In addition to the improved architecture, we also exploit several techniques to facilitate training a very deep network: 1) residual scaling [21,20], i.e., scaling down the residuals by multiplying a constant between 0 and 1 before adding them to the main path to prevent instability; 2) smaller initialization, as we empirically find residual architecture is easier to train when the initial parameter variance becomes smaller.
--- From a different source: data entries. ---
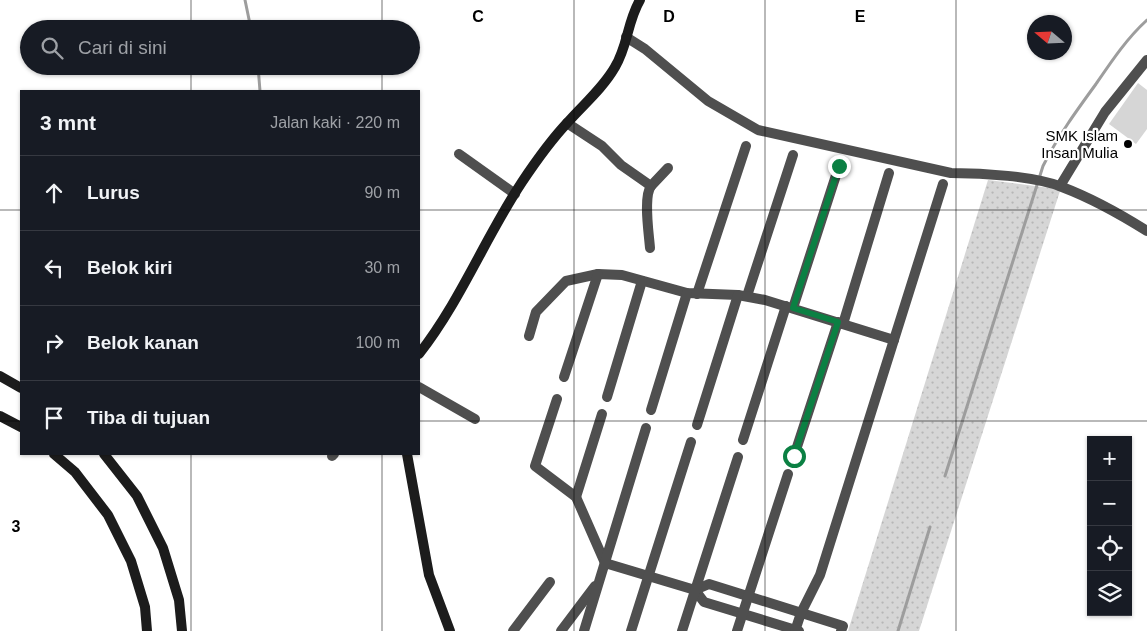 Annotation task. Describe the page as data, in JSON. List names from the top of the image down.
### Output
{
  "places": ["SMK Islam Insan Mulia"],
  "north": "left",
  "page": {
    "search": "Cari di sini",
    "heading": ["3 mnt", "Jalan kaki · 220 m"],
    "list": [
      ["Lurus", "90 m"],
      ["Belok kiri", "30 m"],
      ["Belok kanan", "100 m"],
      "Tiba di tujuan"
    ],
    "map_buttons": ["+", "−"]
  },
  "grid": {
    "columns": ["C", "D", "E"],
    "rows": ["3"]
  }
} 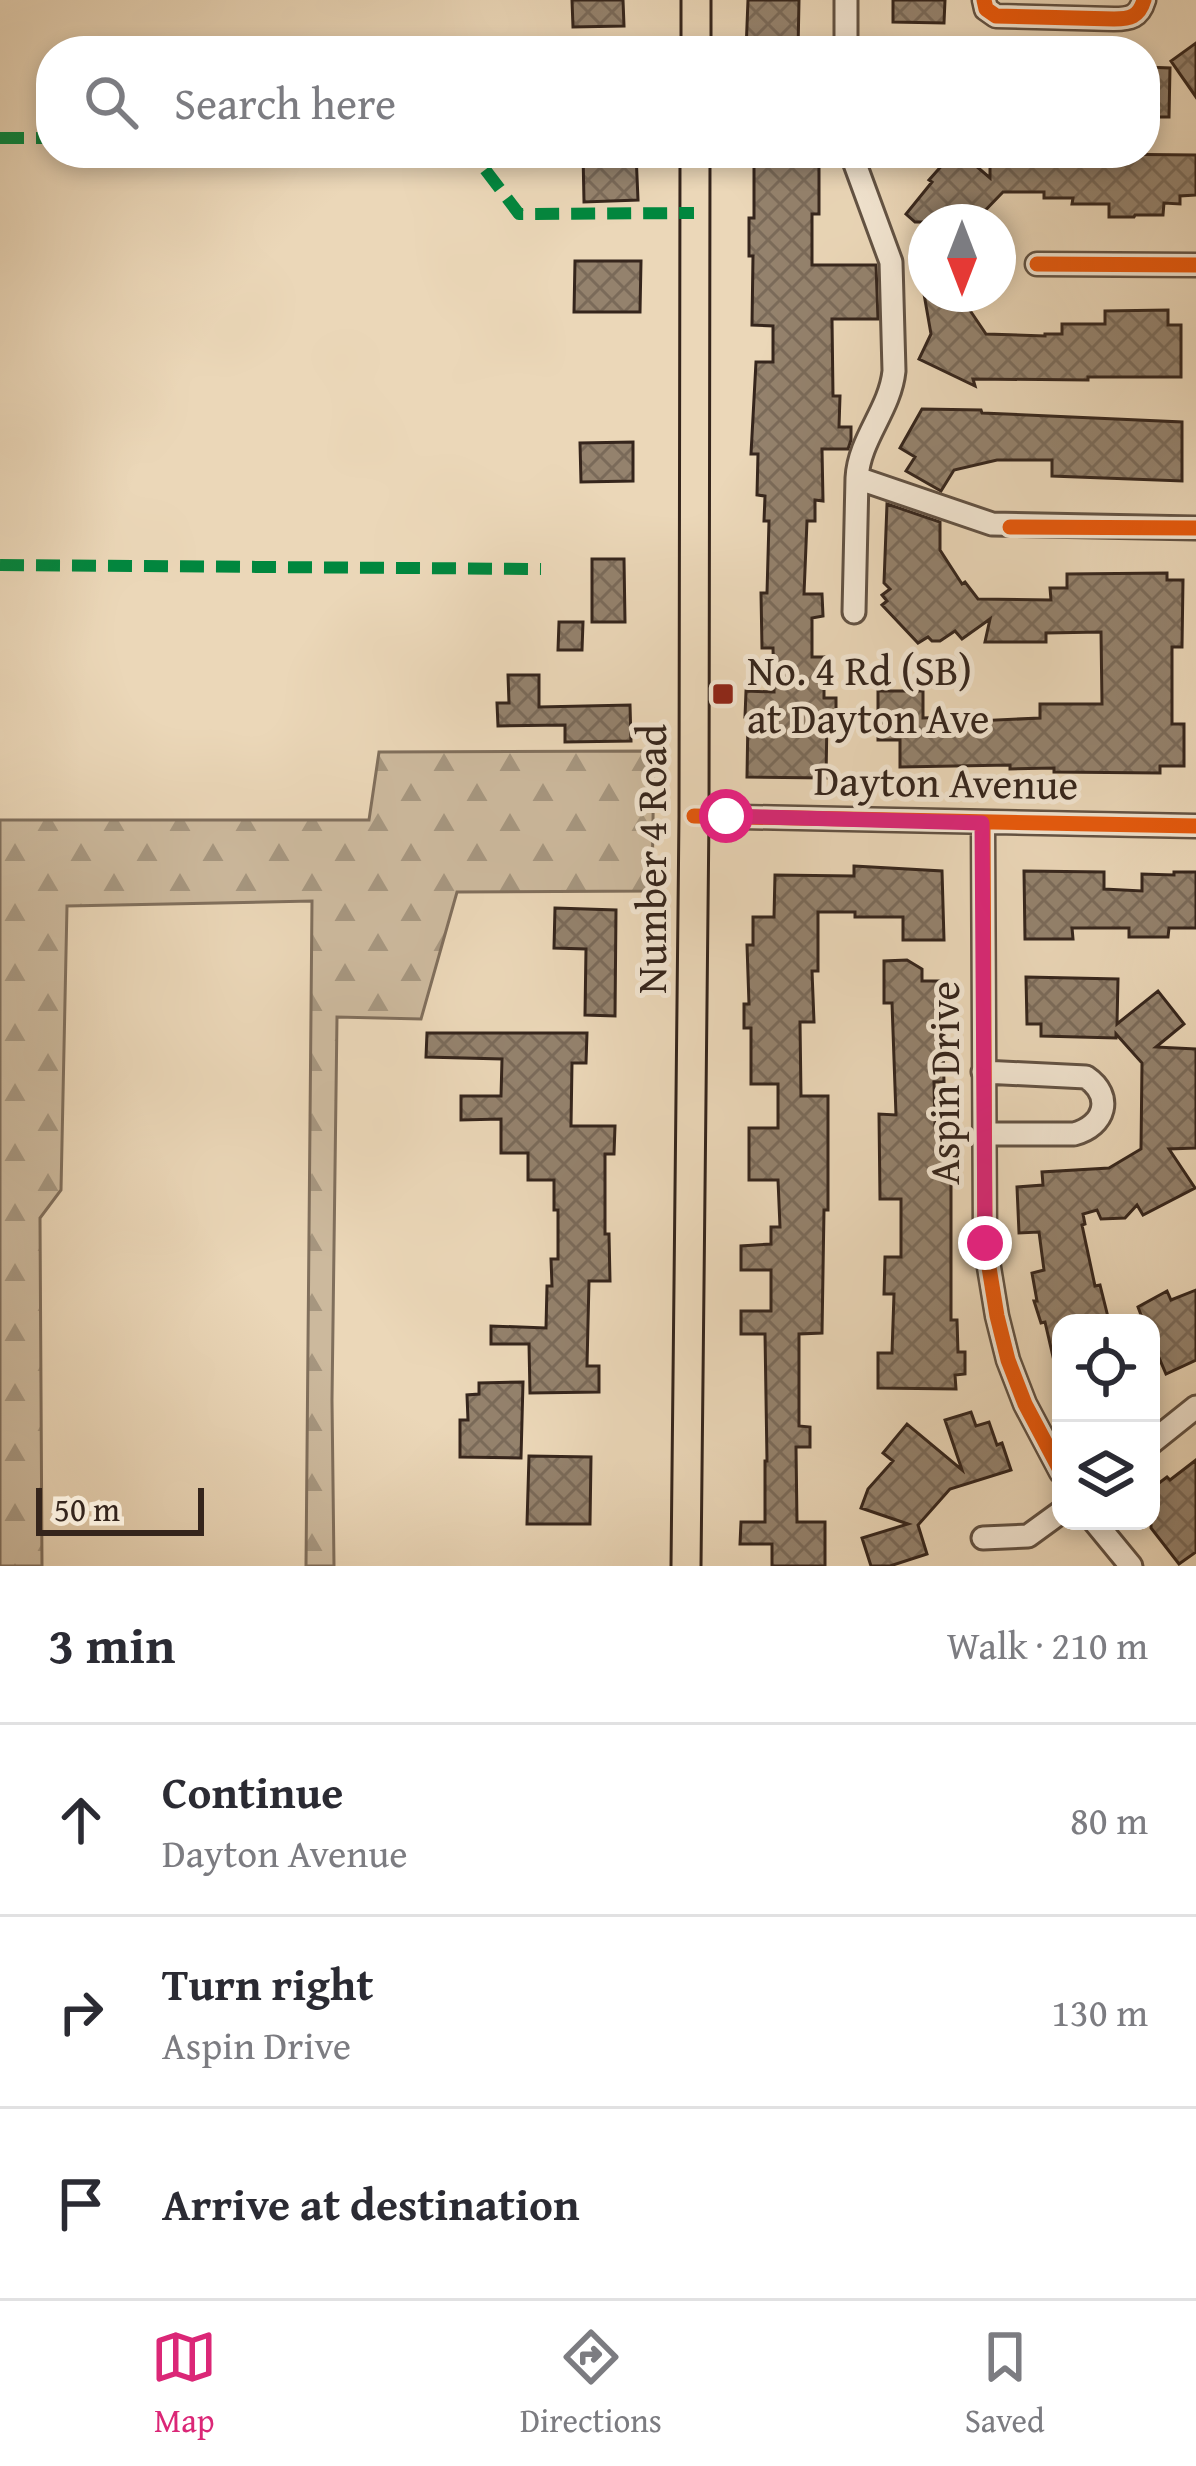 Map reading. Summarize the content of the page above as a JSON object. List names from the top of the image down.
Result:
{
  "streets": {
    "main road": ["Number 4 Road"],
    "street": ["Dayton Avenue", "Aspin Drive"]
  },
  "crossings": [
    ["Dayton Avenue", "Number 4 Road"],
    ["Dayton Avenue", "Aspin Drive"]
  ],
  "places": {
    "transit": ["No. 4 Rd (SB) at Dayton Ave"]
  },
  "scale_bar": "50 m",
  "north": "bottom",
  "page": {
    "search": "Search here",
    "scale": "50 m",
    "heading": ["3 min", "Walk · 210 m"],
    "list": [
      ["Continue", "Dayton Avenue", "80 m"],
      ["Turn right", "Aspin Drive", "130 m"],
      "Arrive at destination"
    ],
    "nav": ["Map", "Directions", "Saved"]
  }
}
More discussion can be found in the supplementary material.

The training details and the effectiveness of the proposed network will be presented in Sec. 4.

3.2 Relativistic Discriminator

Besides the improved structure of generator, we also enhance the discriminator based on the Relativistic GAN [2]. Different from the standard discriminator $D$
in SRGAN, which estimates the probability that one input image $x$ is real and natural, a relativistic discriminator tries to predict the probability that a real
image $x_r$ is relatively more realistic than a fake one $x_f$ , as shown in Fig. 5.

Fig. 5: Difference between standard discriminator and relativistic discriminator.

3.2 相对判别器

Specifically, we replace the standard discriminator with the Relativistic average Discriminator RaD [2], denoted as $D_{Ra}$. The standard discriminator in SRGAN can be expressed as $D(x) = \sigma(C(x))$, where $\sigma$ is the sigmoid function and $C(x)$ is the non-transformed discriminator output. Then the RaD is formulated as $D_{Ra}(x_r, x_f) = \sigma(C(x_r) − \mathbb{E}_{x_f}[C(x_f)])$, where $\mathbb{E}_{x_f}[\bullet]$ represents the operation of taking average for all fake data in the mini-batch. The discriminator loss is then defined as: $$L^{Ra}_{D} =−\mathbb{E}_{x_r}[log(D_{Ra}(x_r, x_f))]−\mathbb{E}_{x_f}[1 - log(D_{Ra}(x_f, x_r))]. \tag{1}$$

The adversarial loss for generator is in a symmetrical form: $$L^{Ra}_{G} =−\mathbb{E}_{x_r}[1-log(D_{Ra}(x_r, x_f))]−\mathbb{E}_{x_f}[log(D_{Ra}(x_f, x_r))], \tag{2}$$

where $x_f = G(x_i)$ and $x_i$ stands for the input LR image. It is observed that the adversarial loss for generator contains both $x_r$ and $x_f$. Therefore, our generator benefits from the gradients from both generated data and real data in adversarial training, while in SRGAN only generated part takes effect. In Sec. 4.4, we will show that this modification of discriminator helps to learn sharper edges and more detailed textures.

3.3 Perceptual Loss

We also develop a more effective perceptual loss $L_{percep}$ by constraining on features before activation rather than after activation as practiced in SRGAN.

3.3 感知损失

Based on the idea of being closer to perceptual similarity [29,14], Johnson et al. [13] propose perceptual loss and it is extended in SRGAN [1]. Perceptual loss is previously defined on the activation layers of a pre-trained deep network, where the distance between two activated features is minimized. Contrary to the convention, we propose to use features before the activation layers, which will overcome two drawbacks of the original design. First, the activated features are very sparse, especially after a very deep network, as depicted in Fig. 6. For example, the average percentage of activated neurons for image ‘baboon’ after VGG19-54 layer is merely $11.17\%$. The sparse activation provides weak supervision and thus leads to inferior performance. Second, using features after activation also causes inconsistent reconstructed brightness compared with the ground-truth image, which we will show in Sec. 4.4.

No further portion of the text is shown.